An exact transcription of all the records below is required, without any images.

(Beginning of Dataset records)

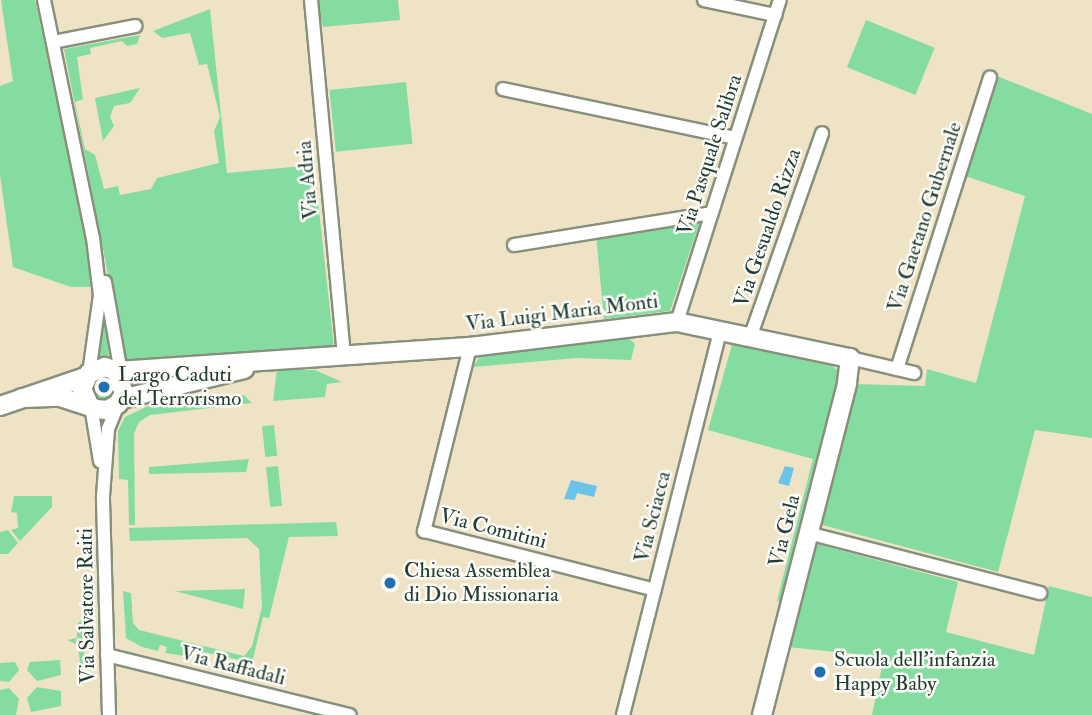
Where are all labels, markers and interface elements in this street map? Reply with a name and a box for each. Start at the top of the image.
street label: Via Pasquale Salibra [672,71,748,239]
street label: Via Gaetano Gubernale [882,119,968,315]
street label: Via Adria [292,139,324,221]
street label: Via Gesualdo Rizza [729,145,807,311]
street label: Via Luigi Maria Monti [464,289,660,337]
place label: Largo Caduti del Terrorismo [118,362,241,412]
marker: Largo Caduti del Terrorismo [96,379,112,395]
street label: Via Sciacca [629,469,677,565]
street label: Via Gela [764,492,806,570]
street label: Via Comitini [437,504,549,554]
street label: Via Salvatore Raiti [73,528,101,684]
place label: Chiesa Assemblea di Dio Missionaria [404,558,559,608]
marker: Chiesa Assemblea di Dio Missionaria [382,575,398,591]
street label: Via Raffadali [178,641,288,691]
place label: Scuola dell'infanzia Happy Baby [834,647,996,697]
marker: Scuola dell'infanzia Happy Baby [812,664,828,680]

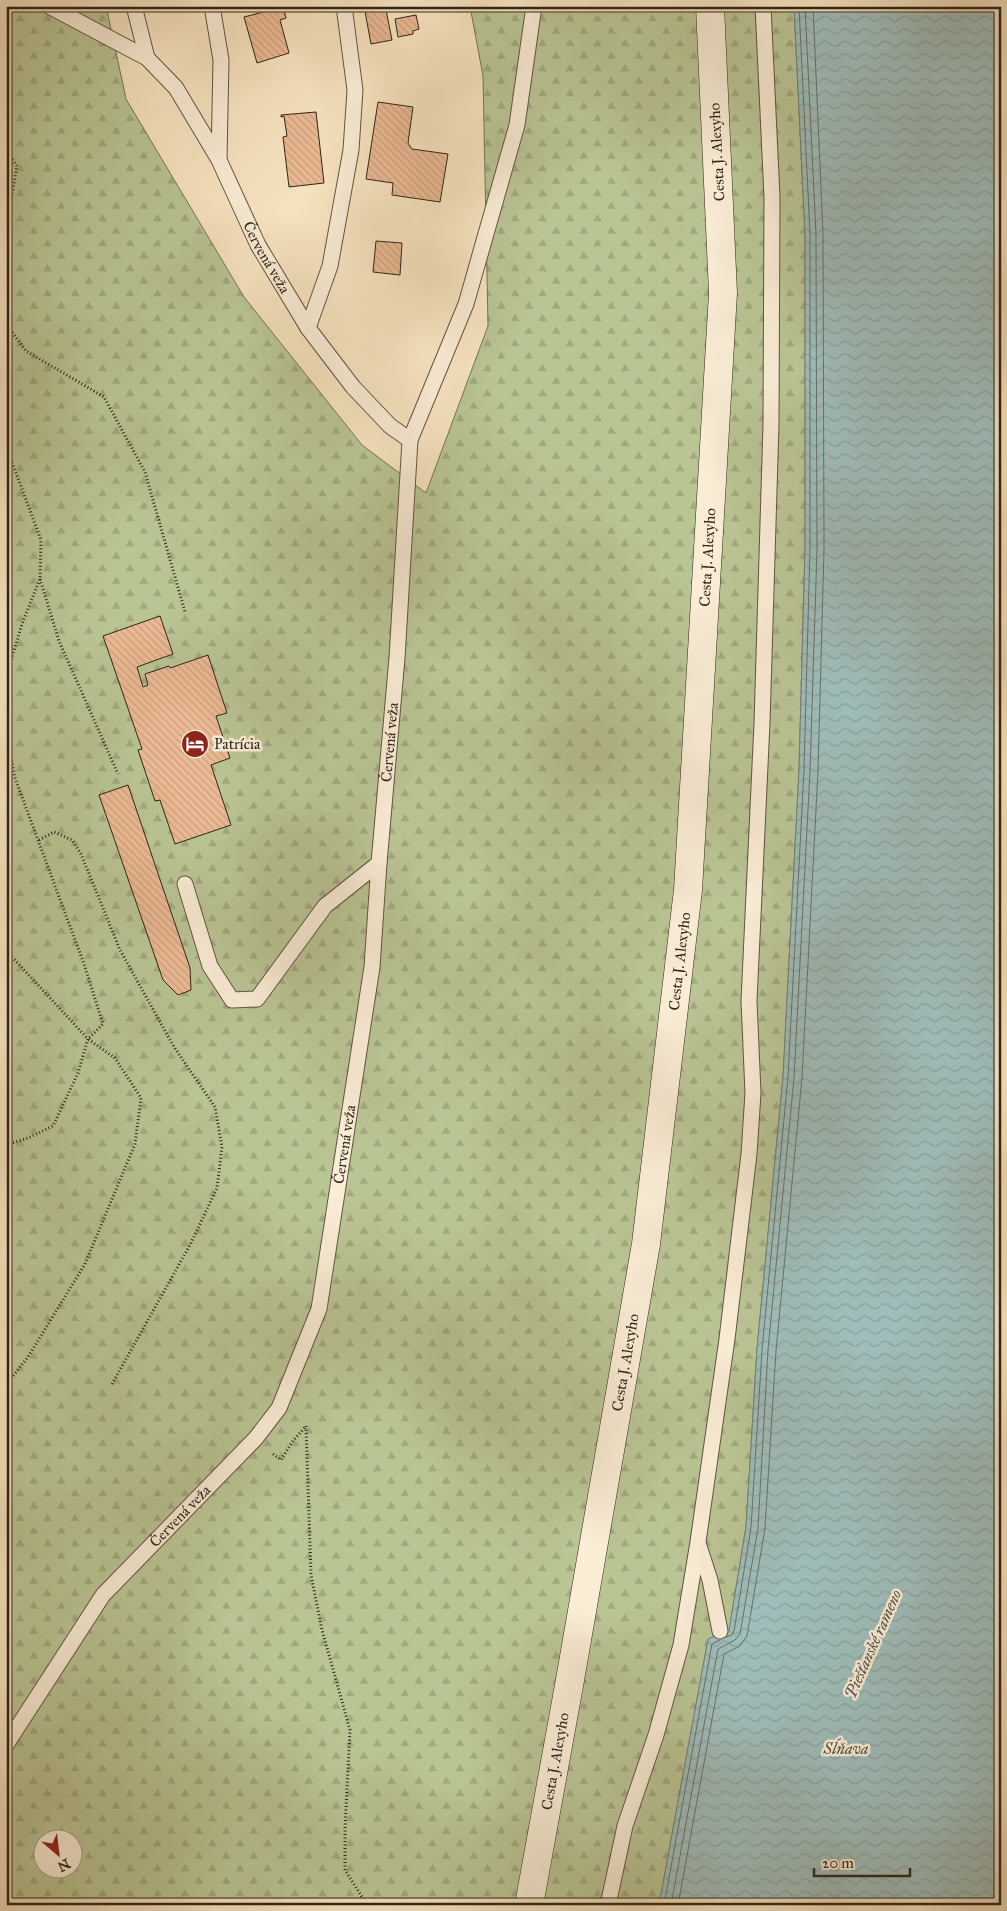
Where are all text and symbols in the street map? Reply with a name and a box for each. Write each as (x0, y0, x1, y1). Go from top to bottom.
street label: Cesta J. Alexyho (705, 102, 730, 202)
street label: Červená veža (239, 218, 294, 297)
street label: Cesta J. Alexyho (696, 507, 719, 607)
street label: Červená veža (376, 701, 402, 783)
hotel icon: Patrícia (180, 729, 210, 759)
place label: Patrícia (214, 735, 261, 753)
street label: Cesta J. Alexyho (665, 911, 694, 1011)
street label: Červená veža (329, 1103, 360, 1185)
street label: Cesta J. Alexyho (608, 1312, 643, 1413)
street label: Červená veža (145, 1481, 215, 1551)
water label: Piešťanské rameno (841, 1587, 905, 1701)
street label: Cesta J. Alexyho (537, 1711, 573, 1812)
water label: Sĺňava (823, 1738, 869, 1758)
north arrow (32, 1828, 82, 1878)
scale bar (814, 1846, 911, 1878)
text: 20 m (822, 1854, 854, 1872)
text: N (55, 1855, 73, 1875)

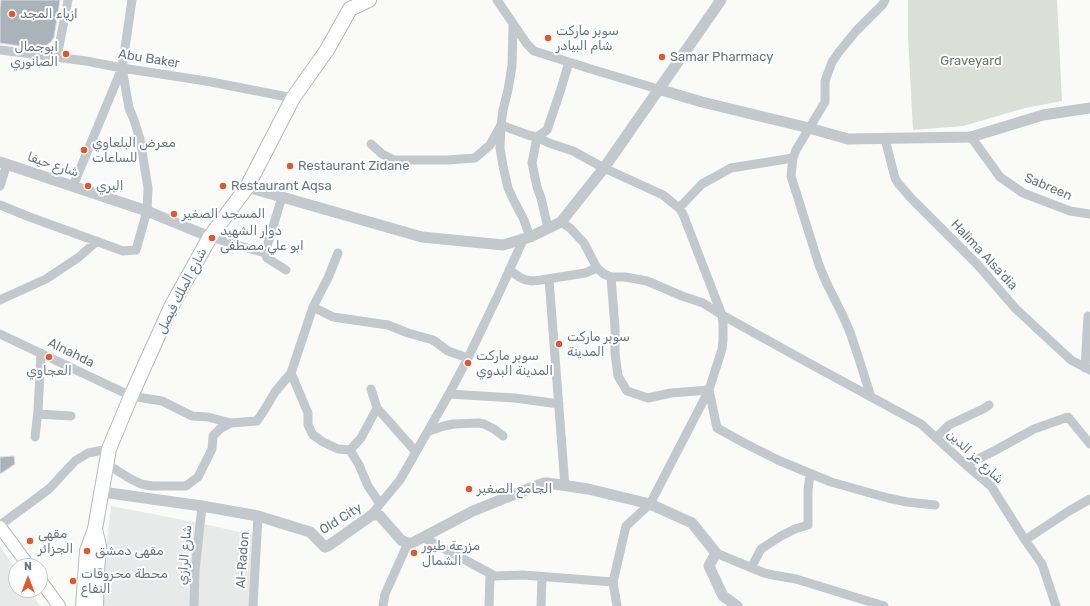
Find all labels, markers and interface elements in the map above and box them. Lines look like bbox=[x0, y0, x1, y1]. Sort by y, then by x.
place label: ازياء المجد bbox=[20, 6, 78, 22]
marker: ازياء المجد bbox=[7, 9, 17, 19]
place label: سوبر ماركت شام البيادر bbox=[556, 23, 619, 54]
marker: سوبر ماركت شام البيادر bbox=[543, 33, 553, 43]
place label: ابوجمال الصانوري bbox=[10, 39, 58, 70]
street label: Abu Baker bbox=[117, 46, 181, 72]
marker: ابوجمال الصانوري bbox=[61, 49, 71, 59]
place label: Samar Pharmacy bbox=[670, 49, 773, 65]
marker: Samar Pharmacy bbox=[657, 52, 667, 62]
park label: Graveyard bbox=[940, 53, 1002, 69]
place label: معرض البلعاوي للساعات bbox=[92, 135, 176, 166]
marker: معرض البلعاوي للساعات bbox=[79, 145, 89, 155]
street label: شارع حيفا bbox=[25, 149, 81, 181]
place label: Restaurant Zidane bbox=[298, 158, 409, 174]
marker: Restaurant Zidane bbox=[285, 161, 295, 171]
street label: Sabreen bbox=[1022, 170, 1074, 204]
place label: البري bbox=[96, 178, 124, 194]
place label: Restaurant Aqsa bbox=[231, 178, 332, 194]
marker: البري bbox=[83, 181, 93, 191]
marker: Restaurant Aqsa bbox=[218, 181, 228, 191]
place label: المسجد الصغير bbox=[182, 206, 265, 222]
marker: المسجد الصغير bbox=[169, 209, 179, 219]
street label: Halima Alsa'dia bbox=[947, 217, 1021, 293]
place label: دوار الشهيد ابو علي مصطفى bbox=[220, 223, 304, 254]
marker: دوار الشهيد ابو علي مصطفى bbox=[207, 233, 217, 243]
street label: شارع الملك فيصل bbox=[154, 245, 210, 337]
place label: سوبر ماركت المدينة bbox=[567, 329, 630, 360]
street label: Alnahda bbox=[45, 335, 97, 371]
marker: سوبر ماركت المدينة bbox=[554, 339, 564, 349]
place label: سوبر ماركت المدينة البدوي bbox=[476, 348, 553, 379]
marker: العجاوي bbox=[44, 352, 54, 362]
marker: سوبر ماركت المدينة البدوي bbox=[463, 358, 473, 368]
place label: العجاوي bbox=[26, 363, 72, 379]
street label: شارع عز الدين bbox=[943, 427, 1007, 487]
place label: الجامع الصغير bbox=[477, 481, 552, 497]
marker: الجامع الصغير bbox=[464, 484, 474, 494]
street label: Old City bbox=[317, 500, 365, 538]
street label: شارع الرازي bbox=[175, 524, 195, 586]
place label: مقهى الجزائر bbox=[38, 526, 73, 557]
street label: Al-Radon bbox=[233, 531, 253, 589]
marker: مقهى الجزائر bbox=[25, 536, 35, 546]
place label: مزرعة طيور الشمال bbox=[422, 538, 480, 569]
place label: مقهى دمشق bbox=[95, 543, 164, 559]
marker: مقهى دمشق bbox=[82, 546, 92, 556]
marker: مزرعة طيور الشمال bbox=[409, 548, 419, 558]
north arrow bbox=[8, 558, 48, 598]
text: N bbox=[24, 560, 32, 573]
place label: محطة محروقات النفاع bbox=[81, 566, 168, 597]
marker: محطة محروقات النفاع bbox=[68, 576, 78, 586]

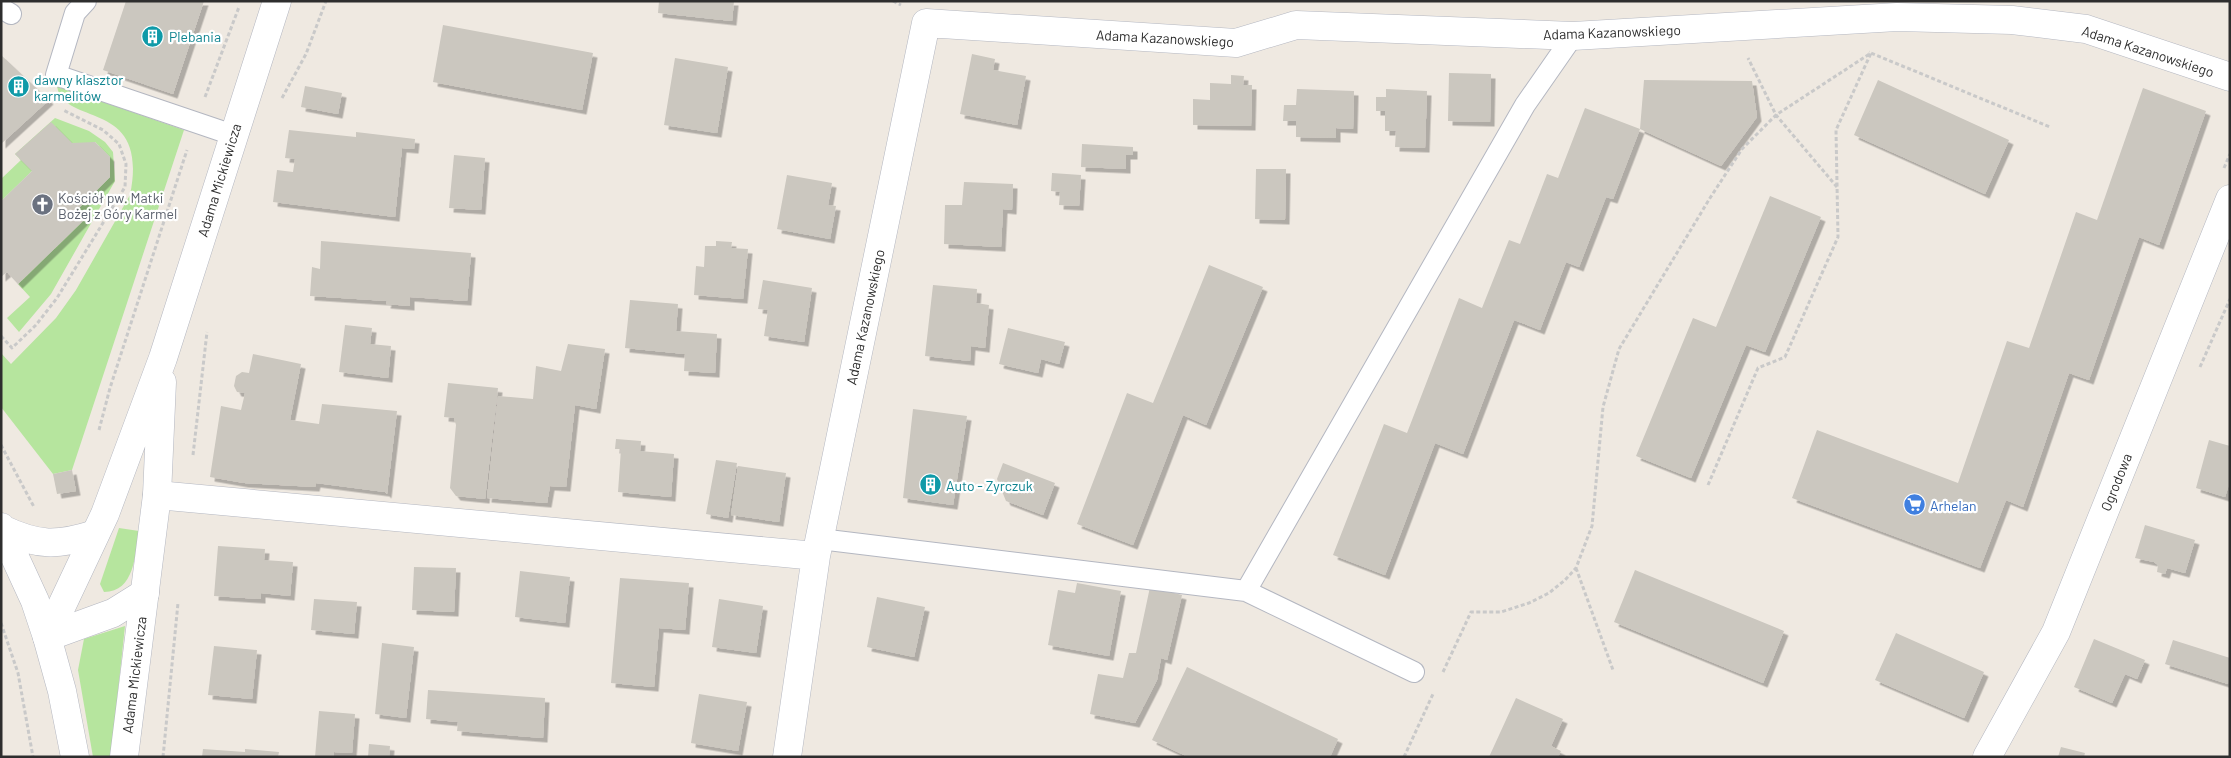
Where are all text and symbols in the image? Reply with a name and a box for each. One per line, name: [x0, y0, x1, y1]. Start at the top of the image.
street label: Adama Kazanowskiego: [1543, 21, 1681, 43]
street label: Adama Kazanowskiego: [2080, 22, 2216, 80]
building icon: Plebania: [141, 24, 165, 48]
street label: Adama Kazanowskiego: [1096, 26, 1234, 50]
place label: Plebania: [169, 28, 221, 45]
place label: dawny klasztor karmelitów: [34, 71, 123, 104]
building icon: dawny klasztor karmelitów: [6, 75, 30, 99]
street label: Adama Mickiewicza: [194, 121, 244, 239]
place label: Kościół pw. Matki Bożej z Góry Karmel: [58, 189, 177, 222]
church icon: Kościół pw. Matki Bożej z Góry Karmel: [30, 193, 54, 217]
street label: Adama Kazanowskiego: [842, 248, 888, 386]
street label: Ogrodowa: [2097, 451, 2135, 513]
building icon: Auto - Zyrczuk: [918, 473, 942, 497]
place label: Auto - Zyrczuk: [946, 477, 1033, 494]
supermarket icon: Arhelan: [1902, 493, 1926, 517]
place label: Arhelan: [1930, 497, 1976, 514]
street label: Adama Mickiewicza: [118, 616, 150, 734]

(End of Dataset records)

• Reply:
Where are all labels, markers and interface elements in this street map? Reply with a name and a box for each. Start at the top of the image.
street label: Via Pasquale Salibra [672,71,748,239]
street label: Via Gaetano Gubernale [882,119,968,315]
street label: Via Adria [292,139,324,221]
street label: Via Gesualdo Rizza [729,145,807,311]
street label: Via Luigi Maria Monti [464,289,660,337]
place label: Largo Caduti del Terrorismo [118,362,241,412]
marker: Largo Caduti del Terrorismo [96,379,112,395]
street label: Via Sciacca [629,469,677,565]
street label: Via Gela [764,492,806,570]
street label: Via Comitini [437,504,549,554]
street label: Via Salvatore Raiti [73,528,101,684]
place label: Chiesa Assemblea di Dio Missionaria [404,558,559,608]
marker: Chiesa Assemblea di Dio Missionaria [382,575,398,591]
street label: Via Raffadali [178,641,288,691]
place label: Scuola dell'infanzia Happy Baby [834,647,996,697]
marker: Scuola dell'infanzia Happy Baby [812,664,828,680]

Where are all text and symbols in the street map? Reply with a name and a box for each. Write each as (x0, y0, x1, y1). Go from top to bottom.
street label: Cesta J. Alexyho (705, 102, 730, 202)
street label: Červená veža (239, 218, 294, 297)
street label: Cesta J. Alexyho (696, 507, 719, 607)
street label: Červená veža (376, 701, 402, 783)
hotel icon: Patrícia (180, 729, 210, 759)
place label: Patrícia (214, 735, 261, 753)
street label: Cesta J. Alexyho (665, 911, 694, 1011)
street label: Červená veža (329, 1103, 360, 1185)
street label: Cesta J. Alexyho (608, 1312, 643, 1413)
street label: Červená veža (145, 1481, 215, 1551)
water label: Piešťanské rameno (841, 1587, 905, 1701)
street label: Cesta J. Alexyho (537, 1711, 573, 1812)
water label: Sĺňava (823, 1738, 869, 1758)
north arrow (32, 1828, 82, 1878)
scale bar (814, 1846, 911, 1878)
text: 20 m (822, 1854, 854, 1872)
text: N (55, 1855, 73, 1875)

Find all labels, markers and interface elements in the map above and box them. Lines look like bbox=[x0, y0, x1, y1]. Sort by y, then by x.
place label: ازياء المجد bbox=[20, 6, 78, 22]
marker: ازياء المجد bbox=[7, 9, 17, 19]
place label: سوبر ماركت شام البيادر bbox=[556, 23, 619, 54]
marker: سوبر ماركت شام البيادر bbox=[543, 33, 553, 43]
place label: ابوجمال الصانوري bbox=[10, 39, 58, 70]
street label: Abu Baker bbox=[117, 46, 181, 72]
marker: ابوجمال الصانوري bbox=[61, 49, 71, 59]
place label: Samar Pharmacy bbox=[670, 49, 773, 65]
marker: Samar Pharmacy bbox=[657, 52, 667, 62]
park label: Graveyard bbox=[940, 53, 1002, 69]
place label: معرض البلعاوي للساعات bbox=[92, 135, 176, 166]
marker: معرض البلعاوي للساعات bbox=[79, 145, 89, 155]
street label: شارع حيفا bbox=[25, 149, 81, 181]
place label: Restaurant Zidane bbox=[298, 158, 409, 174]
marker: Restaurant Zidane bbox=[285, 161, 295, 171]
street label: Sabreen bbox=[1022, 170, 1074, 204]
place label: البري bbox=[96, 178, 124, 194]
place label: Restaurant Aqsa bbox=[231, 178, 332, 194]
marker: البري bbox=[83, 181, 93, 191]
marker: Restaurant Aqsa bbox=[218, 181, 228, 191]
place label: المسجد الصغير bbox=[182, 206, 265, 222]
marker: المسجد الصغير bbox=[169, 209, 179, 219]
street label: Halima Alsa'dia bbox=[947, 217, 1021, 293]
place label: دوار الشهيد ابو علي مصطفى bbox=[220, 223, 304, 254]
marker: دوار الشهيد ابو علي مصطفى bbox=[207, 233, 217, 243]
street label: شارع الملك فيصل bbox=[154, 245, 210, 337]
place label: سوبر ماركت المدينة bbox=[567, 329, 630, 360]
street label: Alnahda bbox=[45, 335, 97, 371]
marker: سوبر ماركت المدينة bbox=[554, 339, 564, 349]
place label: سوبر ماركت المدينة البدوي bbox=[476, 348, 553, 379]
marker: العجاوي bbox=[44, 352, 54, 362]
marker: سوبر ماركت المدينة البدوي bbox=[463, 358, 473, 368]
place label: العجاوي bbox=[26, 363, 72, 379]
street label: شارع عز الدين bbox=[943, 427, 1007, 487]
place label: الجامع الصغير bbox=[477, 481, 552, 497]
marker: الجامع الصغير bbox=[464, 484, 474, 494]
street label: Old City bbox=[317, 500, 365, 538]
street label: شارع الرازي bbox=[175, 524, 195, 586]
place label: مقهى الجزائر bbox=[38, 526, 73, 557]
street label: Al-Radon bbox=[233, 531, 253, 589]
marker: مقهى الجزائر bbox=[25, 536, 35, 546]
place label: مزرعة طيور الشمال bbox=[422, 538, 480, 569]
place label: مقهى دمشق bbox=[95, 543, 164, 559]
marker: مقهى دمشق bbox=[82, 546, 92, 556]
marker: مزرعة طيور الشمال bbox=[409, 548, 419, 558]
north arrow bbox=[8, 558, 48, 598]
text: N bbox=[24, 560, 32, 573]
place label: محطة محروقات النفاع bbox=[81, 566, 168, 597]
marker: محطة محروقات النفاع bbox=[68, 576, 78, 586]

Where are all text and symbols in the image? Reply with a name and a box for each. One per line, name: [x0, y0, x1, y1]. Start at the top of the image.
street label: Adama Kazanowskiego: [1543, 21, 1681, 43]
street label: Adama Kazanowskiego: [2080, 22, 2216, 80]
building icon: Plebania: [141, 24, 165, 48]
street label: Adama Kazanowskiego: [1096, 26, 1234, 50]
place label: Plebania: [169, 28, 221, 45]
place label: dawny klasztor karmelitów: [34, 71, 123, 104]
building icon: dawny klasztor karmelitów: [6, 75, 30, 99]
street label: Adama Mickiewicza: [194, 121, 244, 239]
place label: Kościół pw. Matki Bożej z Góry Karmel: [58, 189, 177, 222]
church icon: Kościół pw. Matki Bożej z Góry Karmel: [30, 193, 54, 217]
street label: Adama Kazanowskiego: [842, 248, 888, 386]
street label: Ogrodowa: [2097, 451, 2135, 513]
building icon: Auto - Zyrczuk: [918, 473, 942, 497]
place label: Auto - Zyrczuk: [946, 477, 1033, 494]
supermarket icon: Arhelan: [1902, 493, 1926, 517]
place label: Arhelan: [1930, 497, 1976, 514]
street label: Adama Mickiewicza: [118, 616, 150, 734]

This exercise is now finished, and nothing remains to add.